[Stored items]
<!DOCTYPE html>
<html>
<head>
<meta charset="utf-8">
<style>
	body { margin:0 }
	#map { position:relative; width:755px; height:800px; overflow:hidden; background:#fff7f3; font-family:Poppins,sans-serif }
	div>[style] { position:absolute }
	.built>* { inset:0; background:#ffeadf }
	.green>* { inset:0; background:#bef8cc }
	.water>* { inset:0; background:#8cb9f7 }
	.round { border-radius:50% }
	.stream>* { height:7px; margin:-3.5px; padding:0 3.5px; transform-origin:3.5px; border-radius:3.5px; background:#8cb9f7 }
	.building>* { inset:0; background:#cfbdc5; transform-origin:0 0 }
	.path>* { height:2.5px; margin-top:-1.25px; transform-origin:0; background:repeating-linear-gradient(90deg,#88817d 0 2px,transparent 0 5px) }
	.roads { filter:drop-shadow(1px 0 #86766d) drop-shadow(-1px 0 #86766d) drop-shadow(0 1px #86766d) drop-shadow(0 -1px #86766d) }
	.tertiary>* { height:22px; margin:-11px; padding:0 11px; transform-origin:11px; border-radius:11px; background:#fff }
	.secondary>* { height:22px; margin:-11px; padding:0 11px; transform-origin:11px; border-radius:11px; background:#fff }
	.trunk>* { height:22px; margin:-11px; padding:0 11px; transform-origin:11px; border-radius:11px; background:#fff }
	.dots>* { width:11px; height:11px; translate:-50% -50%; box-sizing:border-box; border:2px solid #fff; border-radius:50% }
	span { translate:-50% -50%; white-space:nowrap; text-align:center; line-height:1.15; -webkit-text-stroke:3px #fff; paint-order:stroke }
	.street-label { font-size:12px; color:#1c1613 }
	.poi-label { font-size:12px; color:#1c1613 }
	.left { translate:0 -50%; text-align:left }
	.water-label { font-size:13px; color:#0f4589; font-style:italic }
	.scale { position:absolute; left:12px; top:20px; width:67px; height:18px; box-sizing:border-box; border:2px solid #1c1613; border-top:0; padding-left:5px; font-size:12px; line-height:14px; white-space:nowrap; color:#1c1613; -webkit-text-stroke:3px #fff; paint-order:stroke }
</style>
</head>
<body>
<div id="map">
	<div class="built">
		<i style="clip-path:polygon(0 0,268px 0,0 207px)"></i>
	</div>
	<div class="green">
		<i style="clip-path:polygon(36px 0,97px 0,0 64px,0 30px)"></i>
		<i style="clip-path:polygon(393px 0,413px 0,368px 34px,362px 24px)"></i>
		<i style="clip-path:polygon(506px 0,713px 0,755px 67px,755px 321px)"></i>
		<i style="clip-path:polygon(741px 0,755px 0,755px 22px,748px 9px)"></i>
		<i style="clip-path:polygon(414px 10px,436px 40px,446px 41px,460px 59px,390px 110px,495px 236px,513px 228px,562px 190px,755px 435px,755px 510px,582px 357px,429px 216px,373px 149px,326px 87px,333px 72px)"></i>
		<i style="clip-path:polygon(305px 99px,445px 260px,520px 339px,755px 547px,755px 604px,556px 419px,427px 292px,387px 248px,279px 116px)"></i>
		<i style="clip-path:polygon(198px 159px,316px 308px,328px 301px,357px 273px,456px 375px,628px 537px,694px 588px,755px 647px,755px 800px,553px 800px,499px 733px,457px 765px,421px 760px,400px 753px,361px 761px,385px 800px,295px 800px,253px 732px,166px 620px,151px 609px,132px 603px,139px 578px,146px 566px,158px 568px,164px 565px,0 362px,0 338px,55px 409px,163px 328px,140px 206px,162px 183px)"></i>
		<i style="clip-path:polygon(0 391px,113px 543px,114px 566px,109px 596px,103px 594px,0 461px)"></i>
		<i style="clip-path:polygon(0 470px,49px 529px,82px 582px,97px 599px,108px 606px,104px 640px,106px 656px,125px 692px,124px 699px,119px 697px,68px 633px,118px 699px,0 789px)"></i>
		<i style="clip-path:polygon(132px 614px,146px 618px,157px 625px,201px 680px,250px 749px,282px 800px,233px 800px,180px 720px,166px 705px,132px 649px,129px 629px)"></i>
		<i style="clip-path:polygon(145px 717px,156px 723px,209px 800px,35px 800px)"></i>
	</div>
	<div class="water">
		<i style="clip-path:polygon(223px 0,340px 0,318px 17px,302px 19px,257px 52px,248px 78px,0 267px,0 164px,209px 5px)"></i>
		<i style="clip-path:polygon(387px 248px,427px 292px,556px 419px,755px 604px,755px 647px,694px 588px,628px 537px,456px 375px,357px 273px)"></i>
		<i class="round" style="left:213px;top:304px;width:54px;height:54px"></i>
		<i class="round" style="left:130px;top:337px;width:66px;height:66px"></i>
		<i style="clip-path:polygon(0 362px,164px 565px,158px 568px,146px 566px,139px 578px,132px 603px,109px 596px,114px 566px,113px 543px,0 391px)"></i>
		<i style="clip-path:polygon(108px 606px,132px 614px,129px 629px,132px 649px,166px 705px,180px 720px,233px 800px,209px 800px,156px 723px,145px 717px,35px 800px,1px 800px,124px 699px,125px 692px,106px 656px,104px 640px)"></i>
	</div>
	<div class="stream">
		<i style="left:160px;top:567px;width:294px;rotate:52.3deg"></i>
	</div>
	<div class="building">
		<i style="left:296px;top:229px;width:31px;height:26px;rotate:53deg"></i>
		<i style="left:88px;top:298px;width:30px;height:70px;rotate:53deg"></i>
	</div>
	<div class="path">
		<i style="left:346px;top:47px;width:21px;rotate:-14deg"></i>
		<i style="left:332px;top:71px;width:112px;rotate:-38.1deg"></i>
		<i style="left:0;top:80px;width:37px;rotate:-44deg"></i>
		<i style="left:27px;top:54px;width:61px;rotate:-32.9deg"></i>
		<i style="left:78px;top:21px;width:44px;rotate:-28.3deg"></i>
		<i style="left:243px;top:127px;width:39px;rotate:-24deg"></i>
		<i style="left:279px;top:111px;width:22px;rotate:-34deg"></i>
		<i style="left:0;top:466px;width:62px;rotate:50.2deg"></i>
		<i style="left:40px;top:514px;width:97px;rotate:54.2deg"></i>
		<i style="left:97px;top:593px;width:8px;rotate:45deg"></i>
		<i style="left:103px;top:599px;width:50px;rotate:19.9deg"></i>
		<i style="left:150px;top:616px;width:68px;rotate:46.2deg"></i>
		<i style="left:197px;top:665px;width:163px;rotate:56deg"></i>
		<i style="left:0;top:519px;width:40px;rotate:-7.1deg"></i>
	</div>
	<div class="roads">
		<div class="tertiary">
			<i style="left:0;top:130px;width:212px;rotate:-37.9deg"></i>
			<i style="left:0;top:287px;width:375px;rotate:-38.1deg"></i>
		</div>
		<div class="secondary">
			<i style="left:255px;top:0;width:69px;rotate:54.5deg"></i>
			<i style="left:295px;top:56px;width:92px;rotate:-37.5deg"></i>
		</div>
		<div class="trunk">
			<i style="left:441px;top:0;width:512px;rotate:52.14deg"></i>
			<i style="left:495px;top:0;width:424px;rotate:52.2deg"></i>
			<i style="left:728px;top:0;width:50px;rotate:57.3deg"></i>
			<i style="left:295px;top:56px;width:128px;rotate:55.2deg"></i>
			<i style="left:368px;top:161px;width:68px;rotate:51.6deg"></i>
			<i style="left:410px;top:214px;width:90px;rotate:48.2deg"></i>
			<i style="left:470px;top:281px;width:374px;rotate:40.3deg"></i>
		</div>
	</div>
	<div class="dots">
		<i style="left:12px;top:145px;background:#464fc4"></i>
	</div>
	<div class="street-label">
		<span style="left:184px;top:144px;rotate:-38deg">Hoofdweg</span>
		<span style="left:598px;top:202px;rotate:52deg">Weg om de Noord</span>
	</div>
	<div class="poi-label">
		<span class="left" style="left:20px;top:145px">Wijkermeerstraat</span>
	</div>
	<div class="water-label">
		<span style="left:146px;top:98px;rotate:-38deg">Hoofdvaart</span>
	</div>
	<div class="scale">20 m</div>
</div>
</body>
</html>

REQUIRED ACTION » In the data above, find the line with "filter:drop-shadow(1px 0 #86766d)" and the line with "width:11px; height:11px; translate:-50%". Retype both, plus every line between them, exactly.

RESPONSE BELOW »
	.roads { filter:drop-shadow(1px 0 #86766d) drop-shadow(-1px 0 #86766d) drop-shadow(0 1px #86766d) drop-shadow(0 -1px #86766d) }
	.tertiary>* { height:22px; margin:-11px; padding:0 11px; transform-origin:11px; border-radius:11px; background:#fff }
	.secondary>* { height:22px; margin:-11px; padding:0 11px; transform-origin:11px; border-radius:11px; background:#fff }
	.trunk>* { height:22px; margin:-11px; padding:0 11px; transform-origin:11px; border-radius:11px; background:#fff }
	.dots>* { width:11px; height:11px; translate:-50% -50%; box-sizing:border-box; border:2px solid #fff; border-radius:50% }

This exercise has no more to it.